Data to use »
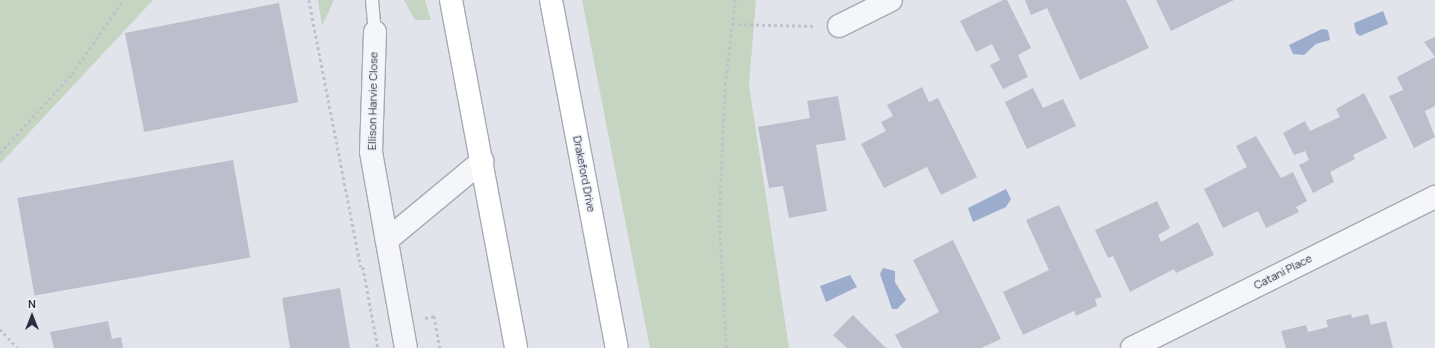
<!DOCTYPE html>
<style>
body{margin:0}
#map{position:relative;width:1435px;height:348px;overflow:hidden;background:#e2e4eb;font-family:Manrope,sans-serif}
div>[style]{position:absolute}
[style*='--x']{left:calc(var(--x)*1px);top:calc(var(--y)*1px);width:calc(var(--w)*1px);rotate:calc(var(--a)*1deg)}
.green>*{inset:0;background:#c5d5c2}
.water>*{inset:0;background:#9caccc}
.building>*{inset:0;background:#bcbfcb;transform-origin:0 0}
.path>*{height:2.5px;margin-top:-1.25px;transform-origin:0;background:repeating-linear-gradient(90deg,#c0c2ca 0 3px,transparent 0 6px)}
.roads{filter:drop-shadow(1px 0 #a7aab5) drop-shadow(-1px 0 #a7aab5) drop-shadow(0 1px #a7aab5) drop-shadow(0 -1px #a7aab5)}
.lane>*{height:12px;margin:-6px;padding:0 6px;transform-origin:6px;border-radius:6px;background:#f5f6f9}
.street>*{height:22px;margin:-11px;padding:0 11px;transform-origin:11px;border-radius:11px;background:#f5f6f9}
.highway>*{height:22px;margin:-11px;padding:0 11px;transform-origin:11px;border-radius:11px;background:#fff}
span{translate:-50% -50%;white-space:nowrap;text-align:center;line-height:1.15;-webkit-text-stroke:3.5px #f1f3f8;paint-order:stroke}
.street-label{font-size:11px;color:#292f43}
.north{position:absolute;left:12px;top:296px;width:40px;height:40px;-webkit-text-stroke:3px #f1f3f8;paint-order:stroke;rotate:0deg;font-size:11px;font-weight:700;line-height:16px;text-align:center;color:#292f43}
.north::after{content:'';display:block;margin:auto;width:14px;height:18px;background:#292f43;clip-path:polygon(50% 0,100% 100%,50% 72%,0 100%)}
</style>
<div id="map">
<div class="green">
<i style="clip-path:polygon(0 0,153px 0,0 164px)"></i>
<i style="clip-path:polygon(318px 0,334px 0,322px 26px)"></i>
<i style="clip-path:polygon(404px 0,425px 0,431px 20px,415px 20px)"></i>
<i style="clip-path:polygon(582px 0,756px 0,749px 85px,789px 348px,650px 348px)"></i>
</div>
<div class="water">
<i style="clip-path:polygon(1383px 11px,1388px 24px,1360px 36px,1356px 33px,1354px 23px)"></i>
<i style="clip-path:polygon(1322px 29px,1328px 30px,1330px 40px,1316px 44px,1304px 55px,1293px 54px,1289px 45px)"></i>
<i style="clip-path:polygon(1006px 189px,1011px 199px,1006px 207px,973px 222px,968px 208px)"></i>
<i style="clip-path:polygon(883px 268px,895px 271px,895px 282px,906px 300px,897px 309px,892px 309px,880px 274px)"></i>
<i style="clip-path:polygon(850px 275px,857px 287px,826px 302px,820px 286px)"></i>
</div>
<div class="building">
<i style="clip-path:polygon(1003px 0,1007px 0,1031px 48px,1018px 55px,1028px 77px,1003px 89px,990px 65px,1000px 60px,992px 44px,976px 52px,960px 21px)"></i>
<i style="clip-path:polygon(1025px 0,1126px 0,1149px 48px,1080px 80px,1047px 8px,1031px 15px)"></i>
<i style="clip-path:polygon(1156px 0,1234px 0,1171px 31px)"></i>
<i style="left:279px;top:3px;width:101px;height:157px;rotate:79deg"></i>
<i style="clip-path:polygon(1435px 37px,1435px 106px,1425px 111px,1435px 137px,1414px 148px,1389px 96px,1403px 90px,1397px 77px,1435px 57px,1424px 42px)"></i>
<i style="clip-path:polygon(922px 87px,929px 102px,938px 98px,977px 177px,941px 195px,927px 167px,884px 188px,861px 144px,886px 131px,881px 122px,893px 116px,887px 105px)"></i>
<i style="clip-path:polygon(1033px 88px,1043px 108px,1063px 99px,1076px 126px,1027px 149px,1005px 102px)"></i>
<i style="clip-path:polygon(1364px 93px,1387px 138px,1353px 155px,1355px 159px,1330px 172px,1334px 182px,1313px 193px,1299px 165px,1309px 160px,1305px 151px,1294px 155px,1283px 133px,1305px 121px,1310px 131px,1340px 117px,1336px 109px)"></i>
<i style="clip-path:polygon(838px 96px,846px 140px,816px 145px,827px 211px,789px 218px,783px 186px,769px 188px,758px 127px,810px 118px,807px 101px)"></i>
<i style="clip-path:polygon(1256px 136px,1281px 178px,1293px 172px,1307px 201px,1296px 207px,1299px 212px,1266px 228px,1258px 211px,1223px 228px,1204px 189px,1247px 167px,1236px 146px)"></i>
<i style="left:233px;top:160px;width:99px;height:219px;rotate:80deg"></i>
<i style="clip-path:polygon(1157px 201px,1170px 228px,1158px 235px,1161px 242px,1198px 222px,1214px 255px,1176px 273px,1174px 269px,1130px 292px,1113px 256px,1108px 258px,1095px 230px)"></i>
<i style="clip-path:polygon(1059px 205px,1102px 297px,1095px 299px,1097px 306px,1076px 316px,1074px 311px,1023px 335px,1003px 292px,1049px 270px,1026px 220px)"></i>
<i style="clip-path:polygon(953px 240px,1001px 339px,981px 348px,902px 348px,895px 335px,939px 312px,913px 260px)"></i>
<i style="clip-path:polygon(340px 288px,350px 348px,290px 348px,282px 298px)"></i>
<i style="clip-path:polygon(1351px 314px,1352px 318px,1368px 314px,1371px 325px,1386px 321px,1393px 348px,1286px 348px,1281px 331px,1306px 325px,1308px 332px,1328px 327px,1326px 320px)"></i>
<i style="clip-path:polygon(853px 315px,886px 348px,847px 348px,833px 335px)"></i>
<i style="clip-path:polygon(108px 321px,112px 339px,121px 337px,123px 348px,54px 348px,50px 332px)"></i>
</div>
<div class="path">
<i style="--x:309;--y:0;--w:272;--a:79"></i>
<i style="--x:732;--y:24;--w:84;--a:1.4"></i>
<i style="--x:0;--y:153;--w:107;--a:-47.7"></i>
<i style="--x:72;--y:74;--w:90;--a:-55.4"></i>
<i style="--x:363;--y:267;--w:82;--a:79.5"></i>
<i style="--x:425;--y:318;--w:9;--a:-13"></i>
<i style="--x:434;--y:316;--w:33;--a:79"></i>
<i style="--x:0;--y:329;--w:26;--a:47"></i>
<i style="--x:726;--y:348;--w:130;--a:-93.1"></i>
<i style="--x:719;--y:218;--w:133;--a:-87.4"></i>
<i style="--x:725;--y:85;--w:86;--a:-83.3"></i>
</div>
<div class="roads">
<div class="lane">
<i style="--x:372;--y:0;--w:32;--a:85"></i>
</div>
<div class="street">
<i style="--x:839;--y:26;--w:58;--a:-26.6"></i>
<i style="--x:375;--y:32;--w:120;--a:91.9"></i>
<i style="--x:371;--y:152;--w:199;--a:79.9"></i>
<i style="--x:387;--y:240;--w:124;--a:-39.7"></i>
<i style="--x:1132;--y:348;--w:339;--a:-26.5"></i>
</div>
<div class="highway">
<i style="--x:451;--y:0;--w:354;--a:79.4"></i>
<i style="--x:551;--y:0;--w:354;--a:79.3"></i>
</div>
</div>
<div class="street-label">
<span style="left:373px;top:101px;rotate:-89deg">Ellison Harvie Close</span>
<span style="left:584px;top:174px;rotate:79deg">Drakeford Drive</span>
<span style="left:1283px;top:272px;rotate:-27deg">Catani Place</span>
</div>
<div class="north">N</div>
</div>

About this exercise »
Return every line of the listing above that contains "color".

Solution to this task »
.street-label{font-size:11px;color:#292f43}
.north{position:absolute;left:12px;top:296px;width:40px;height:40px;-webkit-text-stroke:3px #f1f3f8;paint-order:stroke;rotate:0deg;font-size:11px;font-weight:700;line-height:16px;text-align:center;color:#292f43}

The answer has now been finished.